The start symbol is E.

2. Derivations and Parse Trees

L(G), the language generated by a grammar G, consists of all strings of terminal symbols that can be derived from the start symbol of G.
A leftmost derivation expands the leftmost nonterminal in each sentential form:


      E ⇒ E + T
        ⇒ T + T
        ⇒ F + T
        ⇒ id + T
        ⇒ id + T * F
        ⇒ id + F * F
        ⇒ id + id * F
        ⇒ id + id * id

A rightmost derivation expands the rightmost nonterminal in each sentential form:


      E ⇒ E + T
        ⇒ E + T * F
        ⇒ E + T * id
        ⇒ E + F * id
        ⇒ E + id * id
        ⇒ T + id * id
        ⇒ F + id * id
        ⇒ id + id * id

Note that these two derivations have the same parse tree.

3. Ambiguity

Consider the context-free grammar G with the productions


      E → E + E | E * E | ( E ) | id

This grammar has the following leftmost derivation for id + id * id


      E ⇒ E + E
        ⇒ id + E
        ⇒ id + E * E
        ⇒ id + id * E
        ⇒ id + id * id

This grammar also has the following leftmost derivation for id + id * id


      E ⇒ E * E
        ⇒ E + E * E
        ⇒ id +  E * E
        ⇒ id + id * E
        ⇒ id + id * id

These derivations have different parse trees.
A grammar is ambiguous if there is a sentence with two or more parse trees.
The problem is that the grammar above does not specify

the precedence of the + and * operators, or
the associativity of the + and * operators

However, the grammar in section (3) generates the same language and is unambiguous because it makes * of higher precedence than +, and makes both operators left associative.
A context-free language is inherently ambiguous if it cannot be generated by any unambiguous context-free grammar.
The context-free language { a^mb^maⁿbⁿ | m > 0 and n > 0} ∪ { a^mbⁿaⁿb^m | m > 0 and n > 0} is inherently ambiguous.
Most (all?) natural languages are inherently ambiguous but no programming languages are inherently ambiguous.
Unfortunately, there is no algorithm to determine whether a CFG is ambiguous; that is, the problem of determining whether a CFG is ambiguous is undecidable.
We can, however, give some practically useful sufficient conditions to guarantee that a CFG is unambiguous.

4. Examples of Context-Free Grammars

Nonempty palindromes of a's and b's. (A palindrome is a string that reads the same forwards as backwards; e.g., abba.)

CFG: S → a S b | b S a | a a | b b | a | b

Note that the language generated by this grammar is not regular.
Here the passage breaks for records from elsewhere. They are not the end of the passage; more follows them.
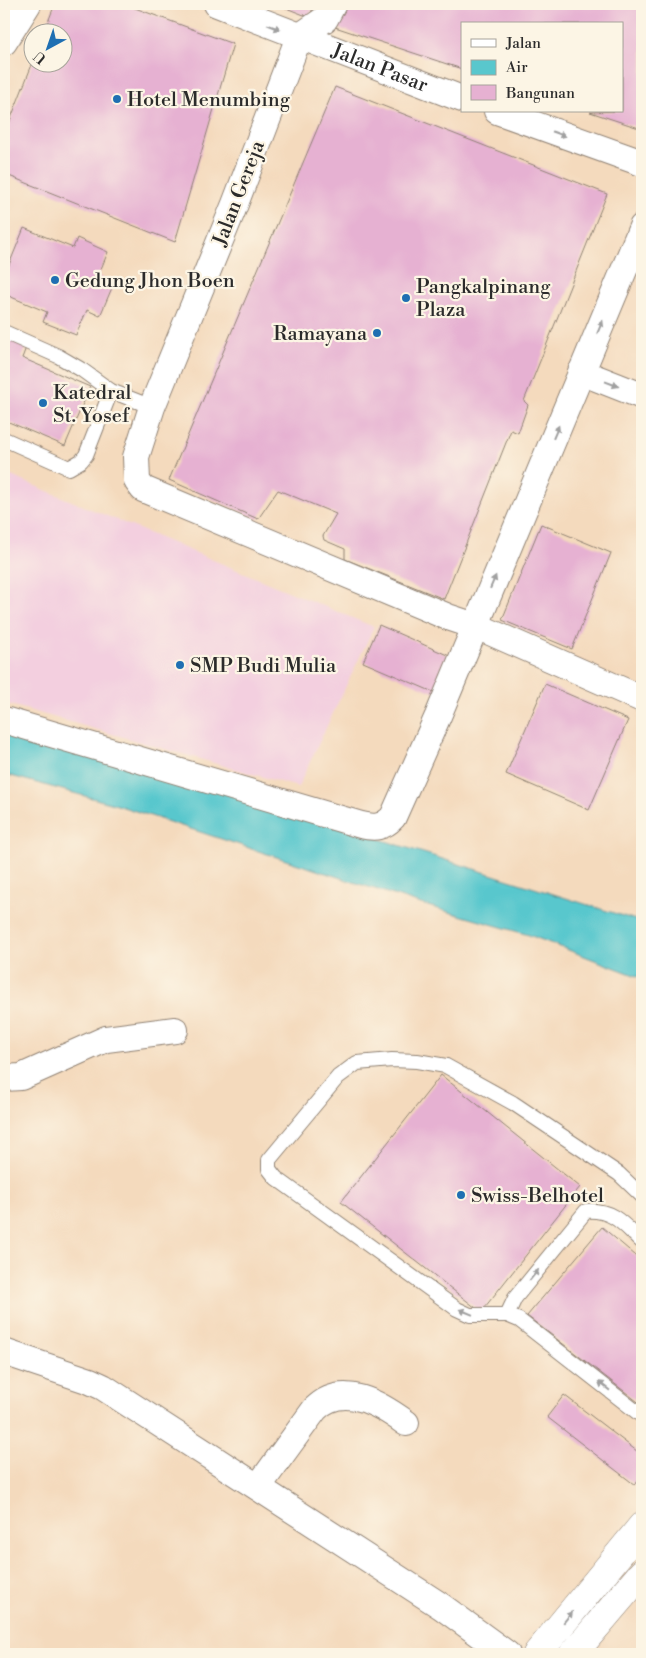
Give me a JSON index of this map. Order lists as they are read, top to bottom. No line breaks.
{"streets":{"street":["Jalan Pasar","Jalan Gereja"]},"crossings":[["Jalan Pasar","Jalan Gereja"]],"places":["Hotel Menumbing","Gedung Jhon Boen","Pangkalpinang Plaza","Ramayana","Katedral St. Yosef","SMP Budi Mulia","Swiss-Belhotel"],"legend":["Jalan","Air","Bangunan"],"north":"bottom left"}
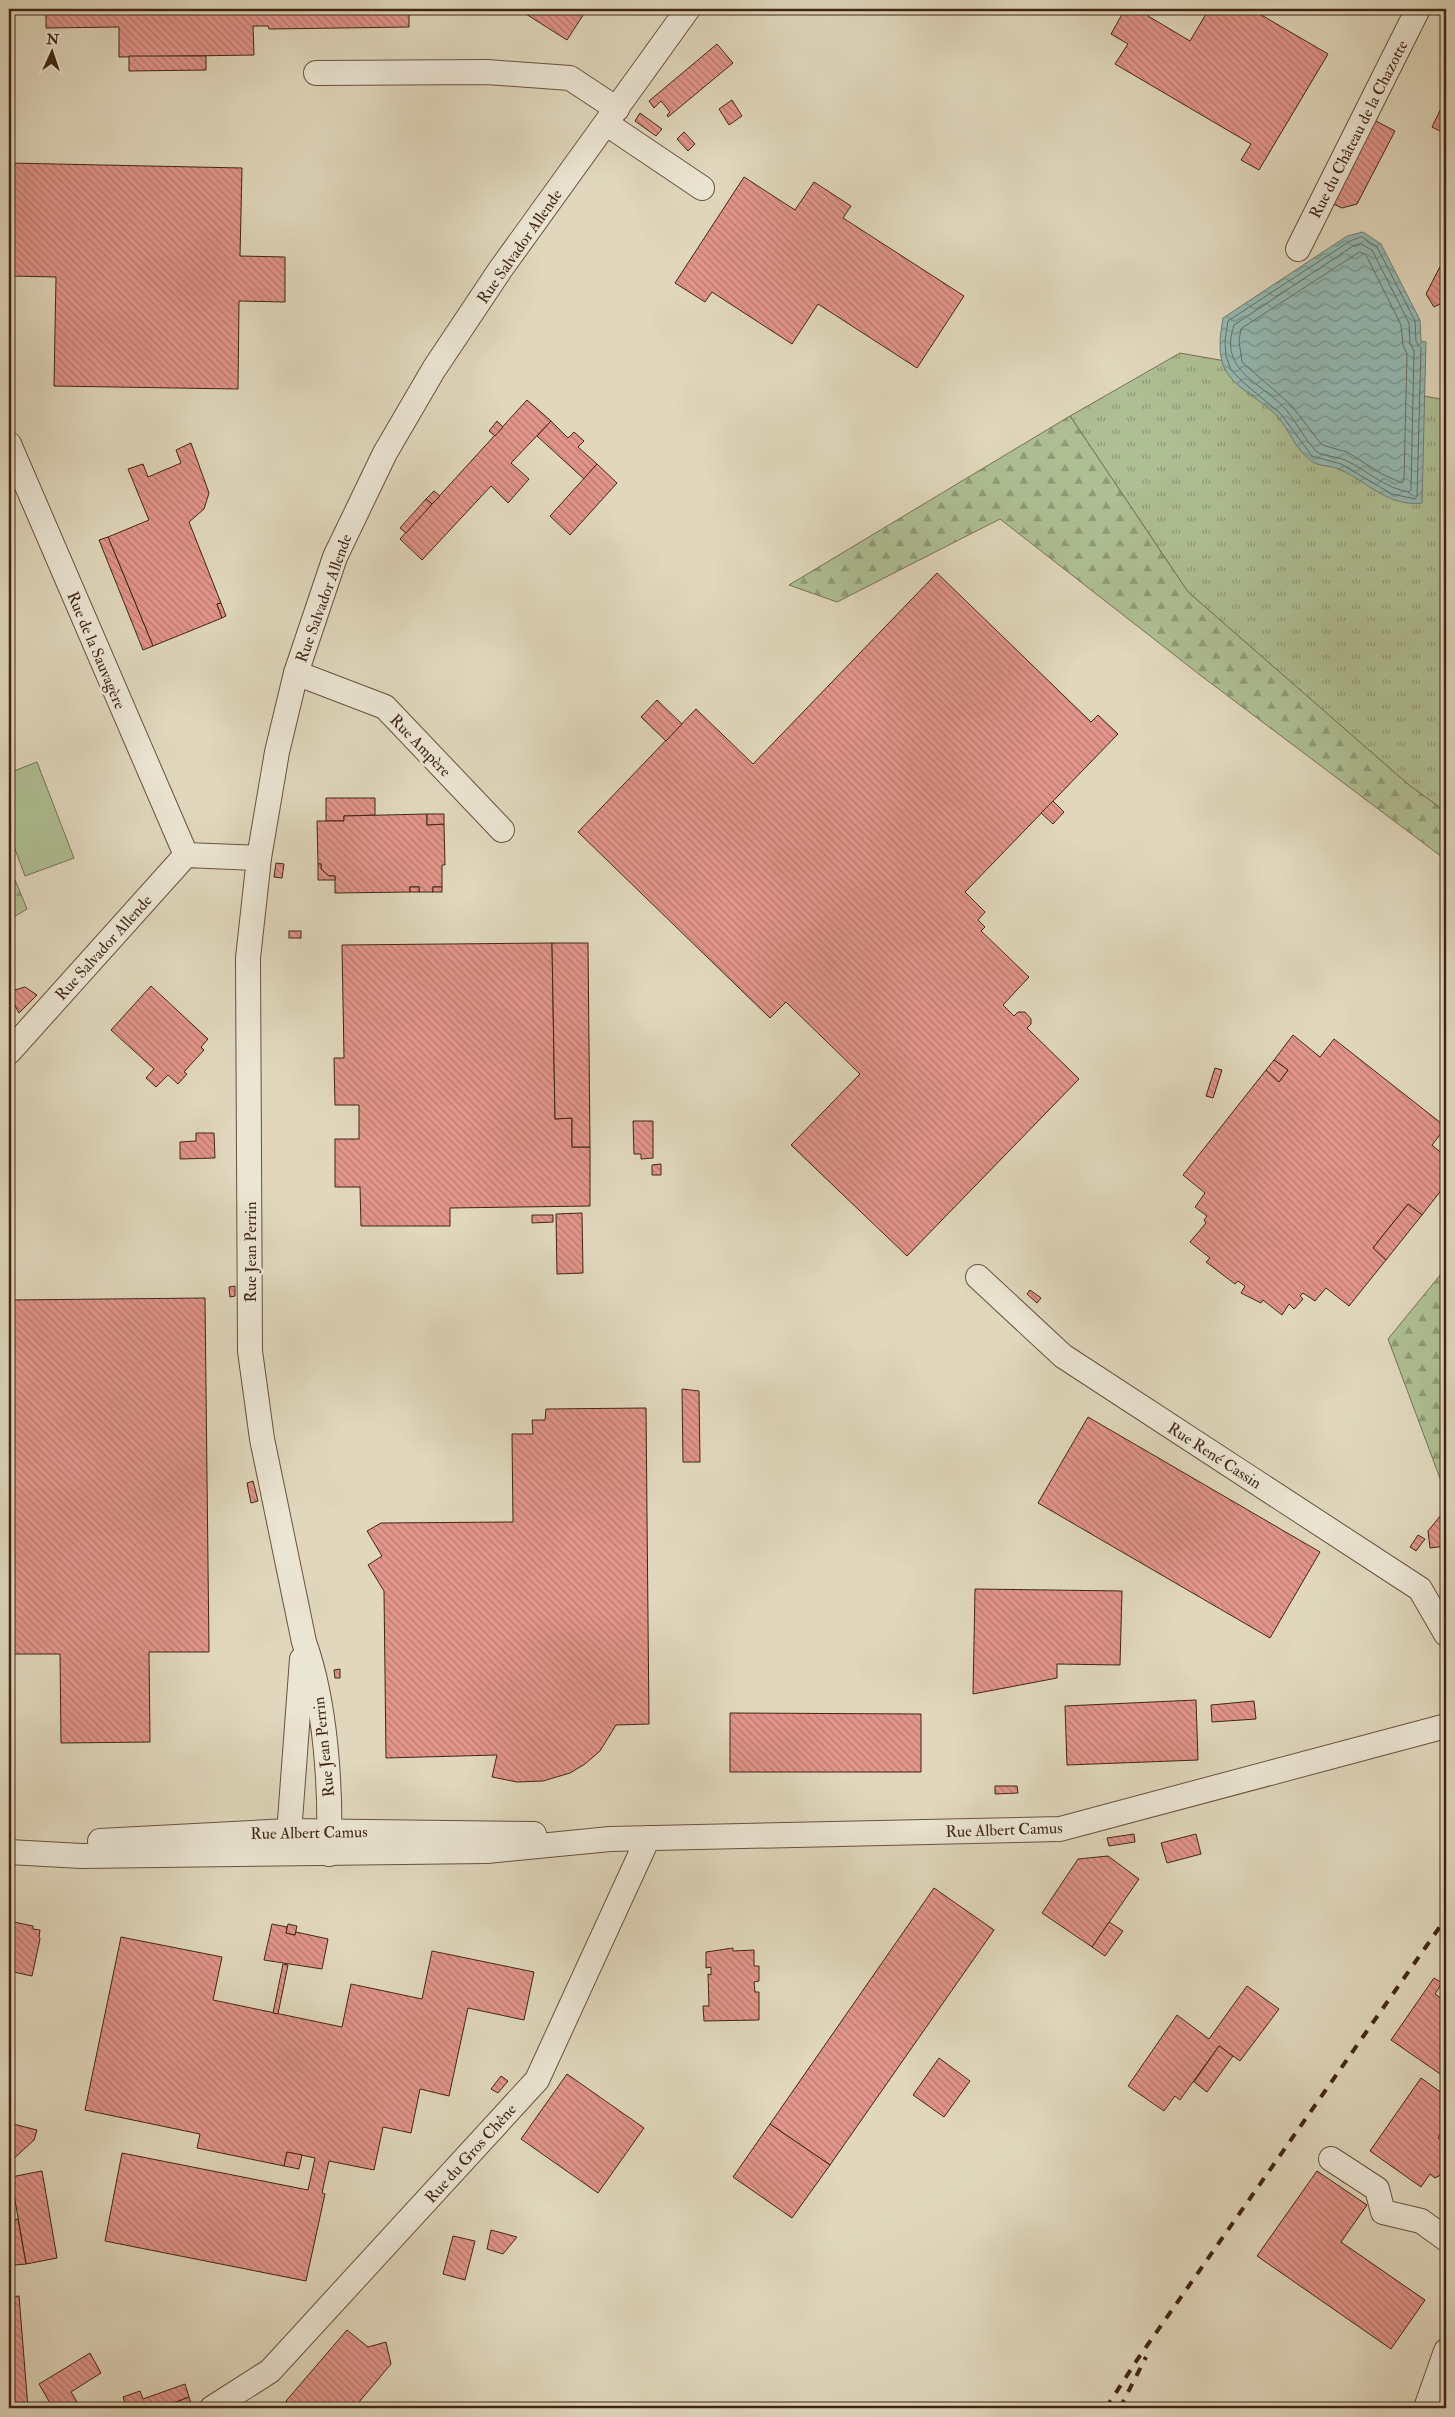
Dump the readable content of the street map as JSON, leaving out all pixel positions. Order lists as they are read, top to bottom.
{
  "streets": {
    "street": [
      "Rue du Château de la Chazotte",
      "Rue Salvador Allende",
      "Rue de la Sauvagère",
      "Rue Ampère",
      "Rue Jean Perrin",
      "Rue René Cassin",
      "Rue Albert Camus",
      "Rue du Gros Chêne"
    ]
  },
  "crossings": [
    ["Rue Salvador Allende", "Rue de la Sauvagère"],
    ["Rue Salvador Allende", "Rue Ampère"],
    ["Rue Salvador Allende", "Rue Jean Perrin"],
    ["Rue Jean Perrin", "Rue Albert Camus"],
    ["Rue Albert Camus", "Rue du Gros Chêne"]
  ],
  "north": "top"
}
Can you prove this using the pumping lemma for regular languages?

Strings with an equal number of a's and b's:

CFG: S → a S a | b S b | S S | ε

Note that this grammar is ambiguous. Can you find an equivalent unambiguous grammar?

If- and if-else statements:


      stmt → if ( expr ) stmt else stmt
           | if (expr) stmt
           | other

Note that this grammar is ambiguous.

Some typical programming language constructs:


      stmt → expr ;
           | if (expr) stmt
           | for ( optexpr; optexpr; optexpr;) stmt
           | other
      optexpr → ε
           | expr

5. Yacc: a Language for Specifying Syntax-Directed Translators

Yacc is popular language, created by Steve Johnson of Bell Labs, for implementing syntax-directed translators.
Bison is a gnu version of Yacc, upwards compatible with the original Yacc, written by Charles Donnelly and Richard Stallman. Many other versions of Yacc are also available.
The original Yacc used C for semantic actions. Yacc has been rewritten for many other languages including Java, ML, OCaml, and Python.
Yacc specifications

A Yacc program has three parts:

      declarations
      %%
      translation rules
      %%
      supporting C-routines

The declarations part may be empty and the last part (%% followed by the supporting C-routines) may be omitted.

Here is a Yacc program for a desk calculator that adds and multiplies numbers. (See ALSU, p. 292, Fig. 4.59 for a more advanced desk calculator.)


      %{
      #include <ctype.h>

      #include <stdio.h>
      #define YYSTYPE double
      %}

      %token NUMBER
      %left '+'
      %left '*'

      %%

      lines : lines expr '\n'   { printf("%g\n", $2); }
            | lines '\n'
            | /* empty */
            ;

      expr  : expr '+' expr      { $$ = $1 + $3; }
            | expr '*' expr      { $$ = $1 * $3; }
            | '(' expr ')'       { $$ = $2; }
            | NUMBER
            ;

      %%
      /* the lexical analyzer; returns <token-name, yylval> */
      int yylex() {
        int c;
        while ((c = getchar()) == ' ');
        if ((c == '.') || (isdigit(c))) {
          ungetc(c, stdin);
          scanf("%lf", &yylval);
          return NUMBER;
        }
        return c;
      }

The declarations

%left '+'

%left '*'

make the operator + left associative and of lower precedence than the left-associative operator *.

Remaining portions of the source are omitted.